O ex-governador Gladson Cameli (PP) teve o pedido de registro de candidatura ao Senado formalizado no Tribunal Regional Eleitoral do Acre (TRE-AC). O nome dele consta no edital publicado pelo tribunal nesta quarta-feira (12), entre os candidatos apresentados pela coligação Avança Acre para as eleições de 2026.

Caso o registro seja deferido, Gladson disputará a vaga com o número 111. Beatriz Cameli aparece como primeira suplente e Débora Nunes como segunda.

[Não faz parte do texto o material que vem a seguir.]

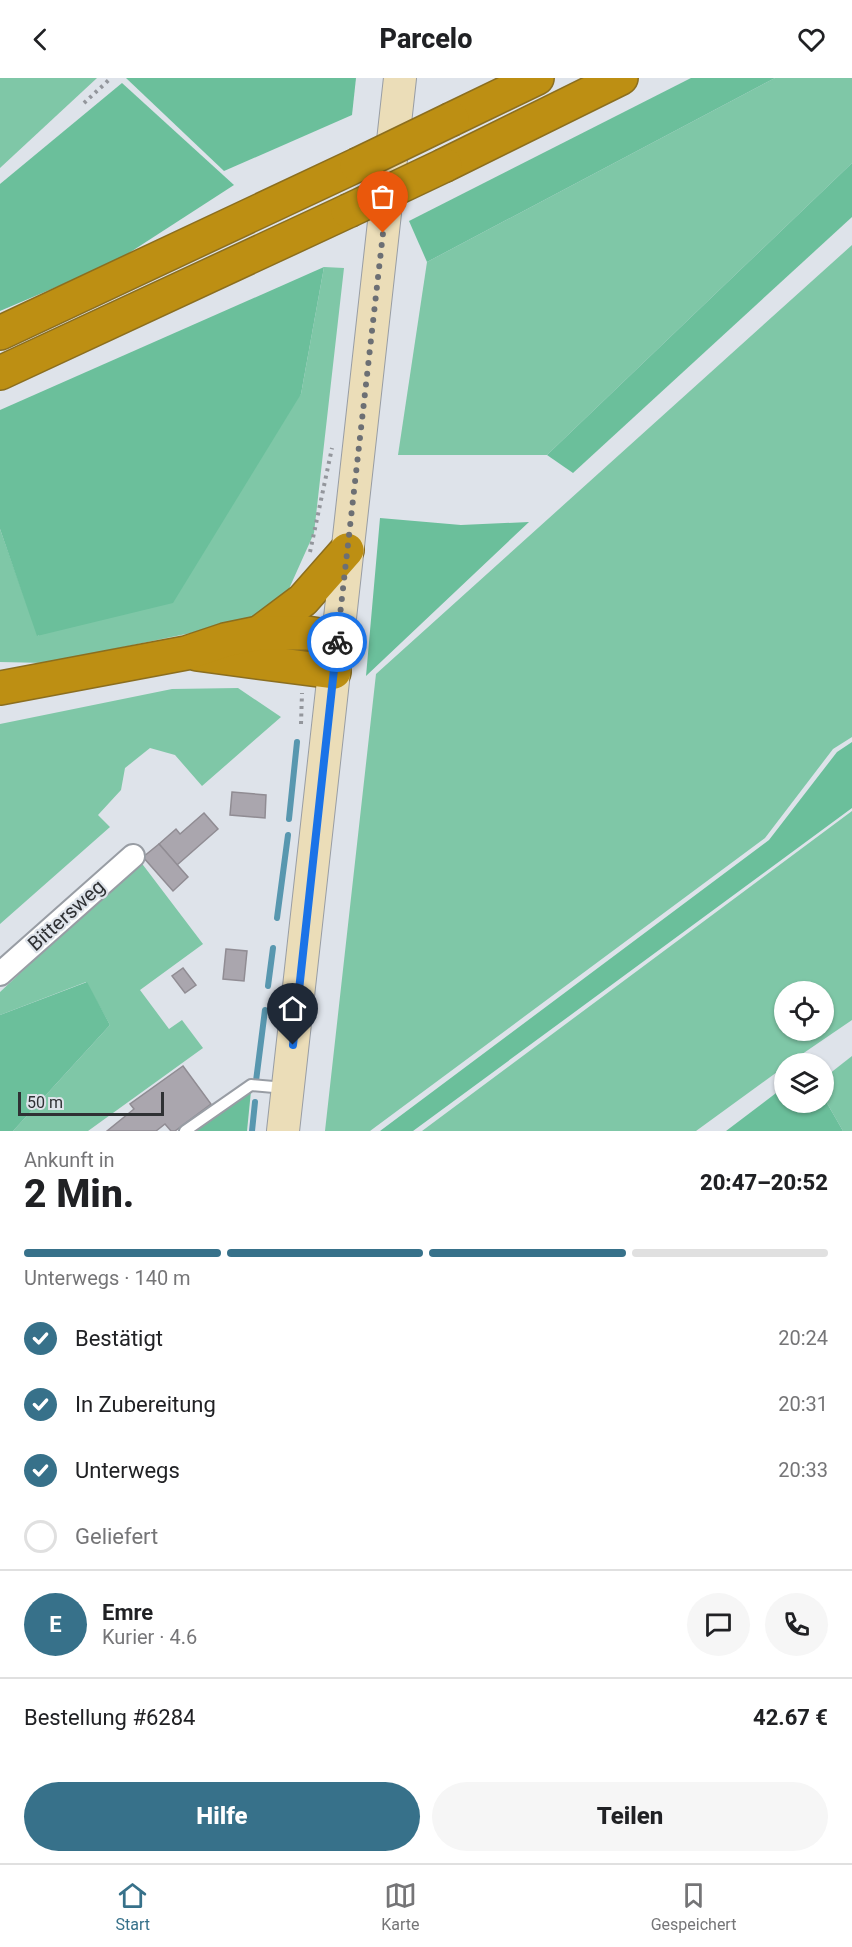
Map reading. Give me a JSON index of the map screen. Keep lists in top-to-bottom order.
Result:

A candidatura, porém, será analisada pela Justiça Eleitoral em meio à condenação criminal do ex-governador pelo Superior Tribunal de Justiça (STJ), que pode produzir efeitos sobre sua elegibilidade.

Em maio, a Corte Especial do STJ condenou Gladson a 25 anos e 9 meses de prisão, em regime inicial fechado, por crimes como organização criminosa, corrupção, peculato, lavagem de dinheiro e fraude em licitações. A decisão também estabeleceu multa e indenização de R$ 11,78 milhões ao Estado do Acre.

A condenação ocorreu depois de Gladson deixar o governo do Acre. Em abril, ele renunciou ao cargo para disputar uma das duas vagas ao Senado nas eleições de outubro.

Agora, caberá à Justiça Eleitoral analisar as condições de elegibilidade do ex-governador no processo de registro. O edital abriu prazo de cinco dias para que candidatos, partidos, federações, coligações, Ministério Público e cidadãos com direitos políticos apresentem impugnações ou comuniquem eventual causa de inelegibilidade.

A Lei da Ficha Limpa prevê restrições eleitorais para condenações por órgão colegiado em determinadas situações. No caso de Gladson, a condenação pelo STJ já foi apontada como causa de inelegibilidade, embora a defesa tenha anunciado que pretende recorrer ao Supremo Tribunal Federal (STF).

Assim, o simples protocolo do pedido não significa que a candidatura esteja definitivamente autorizada. A situação será decidida no processo de registro, podendo ser questionada pelas partes legitimadas e submetida às instâncias da Justiça Eleitoral.

Marcio Bittar

O mesmo edital registra ainda a candidatura do senador Marcio Bittar (PL) ao Senado pela coligação Avança Acre. Ele concorrerá com o número 222 e terá Jebert Nascimento e Lívio Veras como suplentes.

Gladson e Bittar integram a mesma composição política que apoia a candidatura de Mailza Assis Cameli (PP) ao Governo do Acre.